• _About this task_: From the entries below, copy exactly the lines from the one that contains "position:relative; width:718px; height:1096px;" through the one that contains "font-size:19px; color:#f9d4d9; font-weight:700", both included, and only those.

Saved entries

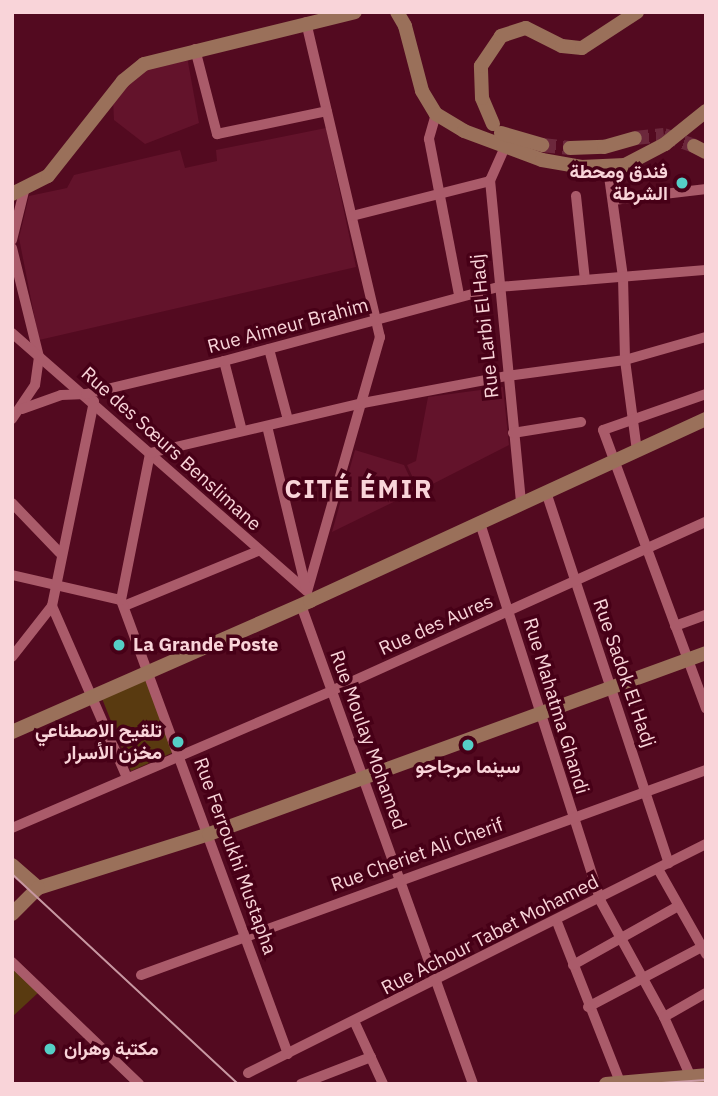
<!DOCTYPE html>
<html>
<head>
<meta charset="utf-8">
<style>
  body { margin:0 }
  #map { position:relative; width:718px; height:1096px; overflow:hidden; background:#530a20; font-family:"IBM Plex Sans",Vazirmatn,sans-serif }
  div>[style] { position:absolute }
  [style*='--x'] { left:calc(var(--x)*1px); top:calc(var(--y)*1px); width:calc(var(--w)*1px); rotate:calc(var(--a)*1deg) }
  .built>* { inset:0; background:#63132b }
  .green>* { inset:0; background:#593a10 }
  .secondary-tunnel>* { height:14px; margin-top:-7px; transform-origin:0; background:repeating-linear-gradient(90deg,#6c283c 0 14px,transparent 0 21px) }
  .street>* { height:10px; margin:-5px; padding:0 5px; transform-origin:5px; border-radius:5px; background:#aa5b6a }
  .secondary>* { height:14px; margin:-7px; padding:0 7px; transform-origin:7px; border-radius:7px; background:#9a705a }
  .tram>* { height:2px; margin:-1px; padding:0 1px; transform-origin:1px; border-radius:1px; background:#c898a2 }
  .dots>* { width:19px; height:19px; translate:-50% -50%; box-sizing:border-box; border:4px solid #470017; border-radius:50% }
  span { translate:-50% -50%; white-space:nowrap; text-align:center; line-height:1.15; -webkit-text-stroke:7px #470017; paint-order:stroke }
  .poi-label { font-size:19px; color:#f9d4d9; font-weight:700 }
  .right { translate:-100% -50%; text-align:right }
  .left { translate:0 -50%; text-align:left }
  .street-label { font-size:19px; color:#f9d4d9 }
  .district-label { font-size:26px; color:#f9d4d9; font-weight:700; letter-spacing:2px }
  .frame { position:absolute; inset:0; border:14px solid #f9d4d9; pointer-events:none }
</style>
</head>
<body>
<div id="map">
  <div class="built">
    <div style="clip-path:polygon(186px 51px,199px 123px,145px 144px,114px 120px,113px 99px,123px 81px)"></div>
    <div style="clip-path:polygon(326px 128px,356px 267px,39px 340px,19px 238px,29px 196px,67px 188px,74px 175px,180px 150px,185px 168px,217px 161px,216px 150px)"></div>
    <div style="clip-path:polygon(503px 387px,509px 445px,419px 491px,407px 465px,416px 461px,428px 397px)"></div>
    <div style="clip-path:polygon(355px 450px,404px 465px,416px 491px,332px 532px)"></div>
  </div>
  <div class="green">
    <div style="clip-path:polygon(147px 675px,174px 752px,131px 771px,101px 696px)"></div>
    <div style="clip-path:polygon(12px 968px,39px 992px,12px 1017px)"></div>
  </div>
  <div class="secondary-tunnel">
    <div style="--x:635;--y:138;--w:29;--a:-6"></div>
    <div style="--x:664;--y:135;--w:32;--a:20"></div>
    <div style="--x:542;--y:145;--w:28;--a:6"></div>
  </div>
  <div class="street">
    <div style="--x:306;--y:22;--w:324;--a:76.8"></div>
    <div style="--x:380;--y:337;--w:264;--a:106"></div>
    <div style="--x:195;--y:49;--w:88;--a:75.5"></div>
    <div style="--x:217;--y:134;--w:112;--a:-11.8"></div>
    <div style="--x:436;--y:114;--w:26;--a:106"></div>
    <div style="--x:429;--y:139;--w:159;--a:79.1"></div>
    <div style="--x:505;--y:147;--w:36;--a:114"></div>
    <div style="--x:490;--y:180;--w:325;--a:84.5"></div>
    <div style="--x:608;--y:169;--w:109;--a:82.1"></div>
    <div style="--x:623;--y:277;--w:83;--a:88.6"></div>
    <div style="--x:625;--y:360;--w:92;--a:82.5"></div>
    <div style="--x:576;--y:196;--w:84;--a:83.9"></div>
    <div style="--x:613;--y:200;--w:94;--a:-6.7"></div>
    <div style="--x:352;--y:216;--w:142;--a:-14.2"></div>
    <div style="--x:12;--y:240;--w:50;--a:-76.2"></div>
    <div style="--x:12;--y:248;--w:112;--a:76.1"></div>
    <div style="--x:39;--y:357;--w:28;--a:98"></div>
    <div style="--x:35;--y:385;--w:41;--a:124.1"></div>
    <div style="--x:12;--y:333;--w:392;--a:41.2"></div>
    <div style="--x:269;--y:349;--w:73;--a:75"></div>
    <div style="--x:224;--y:361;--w:72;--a:75.6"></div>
    <div style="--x:706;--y:394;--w:109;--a:160.7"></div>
    <div style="--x:603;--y:430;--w:297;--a:69.7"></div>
    <div style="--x:22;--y:409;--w:41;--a:-19.7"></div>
    <div style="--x:61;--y:395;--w:25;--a:-2"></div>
    <div style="--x:86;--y:394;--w:142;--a:-13.4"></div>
    <div style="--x:224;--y:361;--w:284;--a:-15.1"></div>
    <div style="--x:498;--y:287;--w:209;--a:-4.7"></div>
    <div style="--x:267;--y:426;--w:168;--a:76.5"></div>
    <div style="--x:513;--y:433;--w:69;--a:-9.2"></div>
    <div style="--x:546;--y:492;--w:391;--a:71.7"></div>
    <div style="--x:12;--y:503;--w:69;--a:46.2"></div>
    <div style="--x:480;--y:523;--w:396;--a:72.3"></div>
    <div style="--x:600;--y:900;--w:133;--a:61.3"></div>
    <div style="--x:664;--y:1017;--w:73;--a:65.9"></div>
    <div style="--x:12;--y:575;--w:112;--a:12.9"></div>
    <div style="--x:301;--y:605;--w:509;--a:70.25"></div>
    <div style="--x:52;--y:606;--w:188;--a:66.4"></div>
    <div style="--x:124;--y:606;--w:145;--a:-22.3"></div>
    <div style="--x:675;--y:626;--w:33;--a:-20"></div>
    <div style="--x:12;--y:657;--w:65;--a:-51.9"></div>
    <div style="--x:52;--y:606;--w:209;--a:-78.4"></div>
    <div style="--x:12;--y:828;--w:347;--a:-23.2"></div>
    <div style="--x:331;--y:691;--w:411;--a:-24.3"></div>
    <div style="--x:658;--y:869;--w:98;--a:60.5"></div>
    <div style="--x:557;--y:922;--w:172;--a:68.5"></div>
    <div style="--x:12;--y:962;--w:176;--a:43.8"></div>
    <div style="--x:573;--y:965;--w:120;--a:-29.3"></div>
    <div style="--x:141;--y:975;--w:601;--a:-19.94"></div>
    <div style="--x:588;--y:1007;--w:129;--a:-27.8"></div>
    <div style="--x:664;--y:1017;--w:48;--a:-29.7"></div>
    <div style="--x:355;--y:1023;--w:67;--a:65.3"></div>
    <div style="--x:288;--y:1054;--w:484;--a:-110.2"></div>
    <div style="--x:121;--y:600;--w:150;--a:-78.8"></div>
    <div style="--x:150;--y:453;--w:219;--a:-13.2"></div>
    <div style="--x:363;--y:403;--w:147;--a:-10.6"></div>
    <div style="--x:507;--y:376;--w:119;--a:-7.7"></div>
    <div style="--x:625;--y:360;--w:84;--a:-15.9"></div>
    <div style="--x:248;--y:1073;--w:512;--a:-26.57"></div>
    <div style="--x:301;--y:1084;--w:75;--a:-21.1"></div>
  </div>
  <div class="secondary">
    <div style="--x:397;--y:12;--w:16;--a:60"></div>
    <div style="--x:405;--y:26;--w:67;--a:75.3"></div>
    <div style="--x:422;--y:91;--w:27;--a:59"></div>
    <div style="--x:436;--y:114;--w:33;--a:31"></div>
    <div style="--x:464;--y:131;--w:83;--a:20.4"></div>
    <div style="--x:542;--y:160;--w:40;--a:10"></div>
    <div style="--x:581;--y:167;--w:44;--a:-2.6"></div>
    <div style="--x:625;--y:165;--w:45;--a:-27.7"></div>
    <div style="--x:665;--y:144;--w:53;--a:-38.8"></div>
    <div style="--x:493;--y:124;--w:28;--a:-113"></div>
    <div style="--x:482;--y:98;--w:32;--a:-92"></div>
    <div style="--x:481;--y:66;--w:36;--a:-56"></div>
    <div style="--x:501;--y:36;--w:26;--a:-18"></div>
    <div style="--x:526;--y:28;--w:40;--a:26.6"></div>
    <div style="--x:562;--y:46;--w:20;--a:6"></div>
    <div style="--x:582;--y:48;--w:66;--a:-33.2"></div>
    <div style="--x:501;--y:133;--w:43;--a:16.3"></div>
    <div style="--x:694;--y:146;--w:13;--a:27"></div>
    <div style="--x:570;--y:148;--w:34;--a:-2"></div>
    <div style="--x:604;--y:147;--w:32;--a:-16"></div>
    <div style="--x:12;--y:194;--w:40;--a:-26.6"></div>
    <div style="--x:48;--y:176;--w:121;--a:-51.7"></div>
    <div style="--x:123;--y:81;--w:27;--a:-39"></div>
    <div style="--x:144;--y:64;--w:217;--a:-13.8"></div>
    <div style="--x:12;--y:732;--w:326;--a:-23.7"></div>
    <div style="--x:310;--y:601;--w:436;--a:-24.7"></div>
    <div style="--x:12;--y:865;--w:35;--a:41"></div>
    <div style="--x:38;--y:888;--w:179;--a:-17.5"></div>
    <div style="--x:209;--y:834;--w:529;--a:-20.01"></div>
    <div style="--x:12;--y:914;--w:37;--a:-45"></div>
    <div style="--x:606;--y:1084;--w:100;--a:-5.1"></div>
  </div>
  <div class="tram">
    <div style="--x:12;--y:874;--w:309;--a:42.9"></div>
    <div style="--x:647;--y:1084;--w:59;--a:-3.9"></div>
  </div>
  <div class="dots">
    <div style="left:682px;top:183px;background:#55cec6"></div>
    <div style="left:119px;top:645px;background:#55cec6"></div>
    <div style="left:178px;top:742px;background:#55cec6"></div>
    <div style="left:468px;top:745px;background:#55cec6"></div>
    <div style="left:50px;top:1049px;background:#55cec6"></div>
  </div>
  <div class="poi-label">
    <span class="right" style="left:668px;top:183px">فندق ومحطة<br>الشرطة</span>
    <span class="left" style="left:133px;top:645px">La Grande Poste</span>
    <span class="right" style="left:162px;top:742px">تلقيح الاصطناعي<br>مخزن الأسرار</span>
    <span style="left:468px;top:767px">سينما مرجاجو</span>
    <span class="left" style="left:64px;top:1049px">مكتبة وهران</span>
  </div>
  <div class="street-label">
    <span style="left:288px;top:326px;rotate:-15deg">Rue Aimeur Brahim</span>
    <span style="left:485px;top:326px;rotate:-96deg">Rue Larbi El Hadj</span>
    <span style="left:171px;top:449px;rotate:42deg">Rue des Sœurs Benslimane</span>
    <span style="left:436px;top:625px;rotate:-24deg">Rue des Aures</span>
    <span style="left:624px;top:673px;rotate:71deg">Rue Sadok El Hadj</span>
    <span style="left:556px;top:706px;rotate:73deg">Rue Mahatma Ghandi</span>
    <span style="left:368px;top:740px;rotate:70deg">Rue Moulay Mohamed</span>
    <span style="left:417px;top:855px;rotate:-20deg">Rue Cheriet Ali Cherif</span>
    <span style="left:235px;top:856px;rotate:70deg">Rue Ferroukhi Mustapha</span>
    <span style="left:490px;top:935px;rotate:-27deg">Rue Achour Tabet Mohamed</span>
  </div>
  <div class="district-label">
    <span style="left:359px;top:489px">CITÉ ÉMIR</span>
  </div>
  <div class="frame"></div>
</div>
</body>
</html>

• _Your solution_:
  #map { position:relative; width:718px; height:1096px; overflow:hidden; background:#530a20; font-family:"IBM Plex Sans",Vazirmatn,sans-serif }
  div>[style] { position:absolute }
  [style*='--x'] { left:calc(var(--x)*1px); top:calc(var(--y)*1px); width:calc(var(--w)*1px); rotate:calc(var(--a)*1deg) }
  .built>* { inset:0; background:#63132b }
  .green>* { inset:0; background:#593a10 }
  .secondary-tunnel>* { height:14px; margin-top:-7px; transform-origin:0; background:repeating-linear-gradient(90deg,#6c283c 0 14px,transparent 0 21px) }
  .street>* { height:10px; margin:-5px; padding:0 5px; transform-origin:5px; border-radius:5px; background:#aa5b6a }
  .secondary>* { height:14px; margin:-7px; padding:0 7px; transform-origin:7px; border-radius:7px; background:#9a705a }
  .tram>* { height:2px; margin:-1px; padding:0 1px; transform-origin:1px; border-radius:1px; background:#c898a2 }
  .dots>* { width:19px; height:19px; translate:-50% -50%; box-sizing:border-box; border:4px solid #470017; border-radius:50% }
  span { translate:-50% -50%; white-space:nowrap; text-align:center; line-height:1.15; -webkit-text-stroke:7px #470017; paint-order:stroke }
  .poi-label { font-size:19px; color:#f9d4d9; font-weight:700 }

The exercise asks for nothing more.